*** RECORDS FOR THIS TASK ***

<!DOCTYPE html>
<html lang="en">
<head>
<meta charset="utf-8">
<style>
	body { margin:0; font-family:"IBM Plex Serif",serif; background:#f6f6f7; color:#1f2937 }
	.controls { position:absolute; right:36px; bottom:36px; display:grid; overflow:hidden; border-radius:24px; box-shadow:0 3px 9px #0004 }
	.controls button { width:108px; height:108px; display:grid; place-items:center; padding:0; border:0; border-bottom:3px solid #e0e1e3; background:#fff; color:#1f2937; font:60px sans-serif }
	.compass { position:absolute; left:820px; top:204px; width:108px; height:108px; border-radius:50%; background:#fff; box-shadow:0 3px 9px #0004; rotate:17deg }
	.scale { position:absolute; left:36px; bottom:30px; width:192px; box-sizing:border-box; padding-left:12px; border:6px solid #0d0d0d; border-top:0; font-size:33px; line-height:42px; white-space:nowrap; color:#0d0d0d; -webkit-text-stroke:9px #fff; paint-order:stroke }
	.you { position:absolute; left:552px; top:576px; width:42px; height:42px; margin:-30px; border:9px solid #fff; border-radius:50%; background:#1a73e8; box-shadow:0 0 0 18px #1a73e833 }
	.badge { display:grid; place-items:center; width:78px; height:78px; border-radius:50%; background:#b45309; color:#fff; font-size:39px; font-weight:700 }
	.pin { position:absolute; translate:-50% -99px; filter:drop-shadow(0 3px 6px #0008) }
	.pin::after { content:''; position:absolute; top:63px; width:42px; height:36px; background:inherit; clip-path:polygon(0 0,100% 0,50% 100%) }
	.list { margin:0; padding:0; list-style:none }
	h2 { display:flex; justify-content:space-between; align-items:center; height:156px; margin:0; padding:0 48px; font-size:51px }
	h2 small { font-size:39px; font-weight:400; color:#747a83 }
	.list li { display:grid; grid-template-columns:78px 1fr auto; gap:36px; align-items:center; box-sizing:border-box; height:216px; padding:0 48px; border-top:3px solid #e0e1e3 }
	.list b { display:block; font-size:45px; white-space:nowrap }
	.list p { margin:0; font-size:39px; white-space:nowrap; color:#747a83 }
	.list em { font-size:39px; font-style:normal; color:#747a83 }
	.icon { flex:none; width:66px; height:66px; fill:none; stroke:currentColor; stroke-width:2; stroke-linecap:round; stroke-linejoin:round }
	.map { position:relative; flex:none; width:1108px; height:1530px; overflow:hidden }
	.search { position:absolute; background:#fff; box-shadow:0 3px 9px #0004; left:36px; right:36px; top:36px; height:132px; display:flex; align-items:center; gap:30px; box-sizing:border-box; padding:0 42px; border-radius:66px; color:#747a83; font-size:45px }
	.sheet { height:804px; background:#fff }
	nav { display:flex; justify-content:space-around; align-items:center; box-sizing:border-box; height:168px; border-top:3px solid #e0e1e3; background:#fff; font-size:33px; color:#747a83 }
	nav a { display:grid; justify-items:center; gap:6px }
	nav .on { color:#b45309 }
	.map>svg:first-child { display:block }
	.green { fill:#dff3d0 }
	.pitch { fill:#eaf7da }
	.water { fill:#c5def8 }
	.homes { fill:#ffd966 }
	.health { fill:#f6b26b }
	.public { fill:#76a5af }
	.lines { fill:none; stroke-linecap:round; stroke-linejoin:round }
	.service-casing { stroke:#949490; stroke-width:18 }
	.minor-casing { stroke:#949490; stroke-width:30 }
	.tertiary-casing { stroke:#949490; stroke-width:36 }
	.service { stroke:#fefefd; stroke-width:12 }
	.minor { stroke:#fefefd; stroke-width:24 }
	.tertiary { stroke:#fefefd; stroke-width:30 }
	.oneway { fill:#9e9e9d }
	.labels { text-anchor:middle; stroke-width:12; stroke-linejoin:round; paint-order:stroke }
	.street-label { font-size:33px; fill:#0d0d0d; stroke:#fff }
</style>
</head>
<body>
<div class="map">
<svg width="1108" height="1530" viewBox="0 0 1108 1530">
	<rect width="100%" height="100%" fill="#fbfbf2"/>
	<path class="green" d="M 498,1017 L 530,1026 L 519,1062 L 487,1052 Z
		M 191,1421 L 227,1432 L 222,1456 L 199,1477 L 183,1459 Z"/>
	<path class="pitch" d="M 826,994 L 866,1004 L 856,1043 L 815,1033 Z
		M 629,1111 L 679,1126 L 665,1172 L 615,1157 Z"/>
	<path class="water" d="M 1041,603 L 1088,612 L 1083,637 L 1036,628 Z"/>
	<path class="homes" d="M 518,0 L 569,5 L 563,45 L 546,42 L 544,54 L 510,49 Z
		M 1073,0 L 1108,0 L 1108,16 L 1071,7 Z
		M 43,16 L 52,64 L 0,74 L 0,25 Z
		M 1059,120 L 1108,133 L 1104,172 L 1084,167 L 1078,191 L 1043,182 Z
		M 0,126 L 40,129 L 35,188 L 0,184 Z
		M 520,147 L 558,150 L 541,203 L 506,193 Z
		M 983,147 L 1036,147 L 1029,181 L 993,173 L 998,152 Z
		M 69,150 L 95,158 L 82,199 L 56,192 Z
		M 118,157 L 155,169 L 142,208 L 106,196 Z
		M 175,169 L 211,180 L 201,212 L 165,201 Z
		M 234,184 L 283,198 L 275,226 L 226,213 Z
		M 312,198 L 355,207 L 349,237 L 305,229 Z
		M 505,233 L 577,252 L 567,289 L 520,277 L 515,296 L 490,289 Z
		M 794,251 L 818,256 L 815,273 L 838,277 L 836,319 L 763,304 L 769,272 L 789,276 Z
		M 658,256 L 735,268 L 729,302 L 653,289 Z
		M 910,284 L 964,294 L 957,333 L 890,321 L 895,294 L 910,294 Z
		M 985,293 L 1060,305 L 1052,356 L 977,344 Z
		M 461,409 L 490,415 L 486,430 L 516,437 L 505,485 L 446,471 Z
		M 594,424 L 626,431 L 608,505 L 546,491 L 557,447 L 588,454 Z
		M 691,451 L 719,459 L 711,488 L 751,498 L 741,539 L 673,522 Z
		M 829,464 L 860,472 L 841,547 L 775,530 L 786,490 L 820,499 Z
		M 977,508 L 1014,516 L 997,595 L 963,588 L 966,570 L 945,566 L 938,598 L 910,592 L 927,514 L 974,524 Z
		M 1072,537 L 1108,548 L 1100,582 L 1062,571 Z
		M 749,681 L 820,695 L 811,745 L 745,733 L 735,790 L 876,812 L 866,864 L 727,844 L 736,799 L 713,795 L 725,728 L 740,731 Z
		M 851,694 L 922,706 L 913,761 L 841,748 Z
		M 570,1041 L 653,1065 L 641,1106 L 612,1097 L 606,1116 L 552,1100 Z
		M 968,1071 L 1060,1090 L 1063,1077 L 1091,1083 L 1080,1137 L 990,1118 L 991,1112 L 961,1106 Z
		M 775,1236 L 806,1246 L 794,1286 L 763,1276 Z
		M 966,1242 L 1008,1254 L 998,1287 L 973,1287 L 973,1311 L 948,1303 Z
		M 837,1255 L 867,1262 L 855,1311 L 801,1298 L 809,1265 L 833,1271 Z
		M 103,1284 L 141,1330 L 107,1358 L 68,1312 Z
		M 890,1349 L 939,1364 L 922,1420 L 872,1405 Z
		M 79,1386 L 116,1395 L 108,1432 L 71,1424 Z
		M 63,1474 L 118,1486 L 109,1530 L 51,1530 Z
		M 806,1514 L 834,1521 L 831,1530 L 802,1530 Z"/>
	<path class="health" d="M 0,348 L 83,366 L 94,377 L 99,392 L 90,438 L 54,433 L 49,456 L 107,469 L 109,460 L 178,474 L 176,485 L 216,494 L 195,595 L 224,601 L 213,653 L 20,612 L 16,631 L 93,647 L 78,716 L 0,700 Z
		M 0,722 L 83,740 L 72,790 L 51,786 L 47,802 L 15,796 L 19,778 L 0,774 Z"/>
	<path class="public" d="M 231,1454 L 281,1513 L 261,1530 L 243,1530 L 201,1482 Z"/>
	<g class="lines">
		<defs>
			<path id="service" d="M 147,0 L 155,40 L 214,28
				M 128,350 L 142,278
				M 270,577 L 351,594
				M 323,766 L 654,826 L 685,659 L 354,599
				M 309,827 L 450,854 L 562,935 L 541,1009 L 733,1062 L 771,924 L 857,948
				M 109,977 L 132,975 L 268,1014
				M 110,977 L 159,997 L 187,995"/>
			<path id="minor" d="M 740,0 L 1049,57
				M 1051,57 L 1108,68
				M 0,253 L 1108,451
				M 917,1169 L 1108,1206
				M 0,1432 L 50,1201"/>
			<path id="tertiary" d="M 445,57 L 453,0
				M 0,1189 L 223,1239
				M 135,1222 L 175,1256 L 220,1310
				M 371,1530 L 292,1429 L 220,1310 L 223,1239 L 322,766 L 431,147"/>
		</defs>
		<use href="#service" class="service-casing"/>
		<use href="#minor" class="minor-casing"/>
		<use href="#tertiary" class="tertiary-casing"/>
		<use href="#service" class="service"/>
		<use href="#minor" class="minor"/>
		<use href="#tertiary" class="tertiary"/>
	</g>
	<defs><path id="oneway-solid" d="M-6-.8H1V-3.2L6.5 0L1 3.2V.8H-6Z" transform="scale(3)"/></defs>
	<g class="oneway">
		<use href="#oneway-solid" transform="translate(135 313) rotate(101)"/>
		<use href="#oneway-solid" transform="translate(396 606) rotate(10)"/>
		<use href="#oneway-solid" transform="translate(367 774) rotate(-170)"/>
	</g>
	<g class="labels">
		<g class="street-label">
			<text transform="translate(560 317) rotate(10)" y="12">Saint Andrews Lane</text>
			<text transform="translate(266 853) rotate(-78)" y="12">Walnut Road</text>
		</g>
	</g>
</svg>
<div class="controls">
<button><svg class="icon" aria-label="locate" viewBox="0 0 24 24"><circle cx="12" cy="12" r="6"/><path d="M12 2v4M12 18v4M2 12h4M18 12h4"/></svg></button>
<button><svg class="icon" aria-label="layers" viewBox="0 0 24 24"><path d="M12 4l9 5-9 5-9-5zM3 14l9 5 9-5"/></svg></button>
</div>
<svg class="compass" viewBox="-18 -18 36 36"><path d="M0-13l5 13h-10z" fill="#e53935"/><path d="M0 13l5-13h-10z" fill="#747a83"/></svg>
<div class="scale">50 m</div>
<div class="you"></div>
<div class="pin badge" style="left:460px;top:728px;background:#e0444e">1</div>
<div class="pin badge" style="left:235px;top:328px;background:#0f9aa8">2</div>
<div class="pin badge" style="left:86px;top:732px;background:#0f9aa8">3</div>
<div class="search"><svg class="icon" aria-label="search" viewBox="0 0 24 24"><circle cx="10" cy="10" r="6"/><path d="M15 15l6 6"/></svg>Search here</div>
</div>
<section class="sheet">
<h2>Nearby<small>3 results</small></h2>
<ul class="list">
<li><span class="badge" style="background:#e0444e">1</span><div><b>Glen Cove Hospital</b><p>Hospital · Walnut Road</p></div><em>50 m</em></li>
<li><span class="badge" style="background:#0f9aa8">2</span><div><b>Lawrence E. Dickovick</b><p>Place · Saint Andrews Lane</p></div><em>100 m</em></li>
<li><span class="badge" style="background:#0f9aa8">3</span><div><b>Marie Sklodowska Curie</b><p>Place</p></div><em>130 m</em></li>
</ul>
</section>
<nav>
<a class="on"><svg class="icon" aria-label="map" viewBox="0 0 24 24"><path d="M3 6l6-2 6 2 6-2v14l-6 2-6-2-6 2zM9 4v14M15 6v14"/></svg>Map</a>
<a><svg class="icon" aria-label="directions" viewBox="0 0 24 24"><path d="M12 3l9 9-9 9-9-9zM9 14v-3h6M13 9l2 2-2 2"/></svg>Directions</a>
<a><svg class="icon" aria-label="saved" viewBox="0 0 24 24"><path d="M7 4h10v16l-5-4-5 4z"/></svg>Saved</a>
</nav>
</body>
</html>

*** End of RECORDS FOR THIS TASK ***

- [WORK TO BE COMPLETED]
Could you retype exactly the lines above, starting at the line that contains "M 749,681 L" and ending at the line that contains "M 837,1255 L", and nothing more?

- [ANSWER AREA]
		M 749,681 L 820,695 L 811,745 L 745,733 L 735,790 L 876,812 L 866,864 L 727,844 L 736,799 L 713,795 L 725,728 L 740,731 Z
		M 851,694 L 922,706 L 913,761 L 841,748 Z
		M 570,1041 L 653,1065 L 641,1106 L 612,1097 L 606,1116 L 552,1100 Z
		M 968,1071 L 1060,1090 L 1063,1077 L 1091,1083 L 1080,1137 L 990,1118 L 991,1112 L 961,1106 Z
		M 775,1236 L 806,1246 L 794,1286 L 763,1276 Z
		M 966,1242 L 1008,1254 L 998,1287 L 973,1287 L 973,1311 L 948,1303 Z
		M 837,1255 L 867,1262 L 855,1311 L 801,1298 L 809,1265 L 833,1271 Z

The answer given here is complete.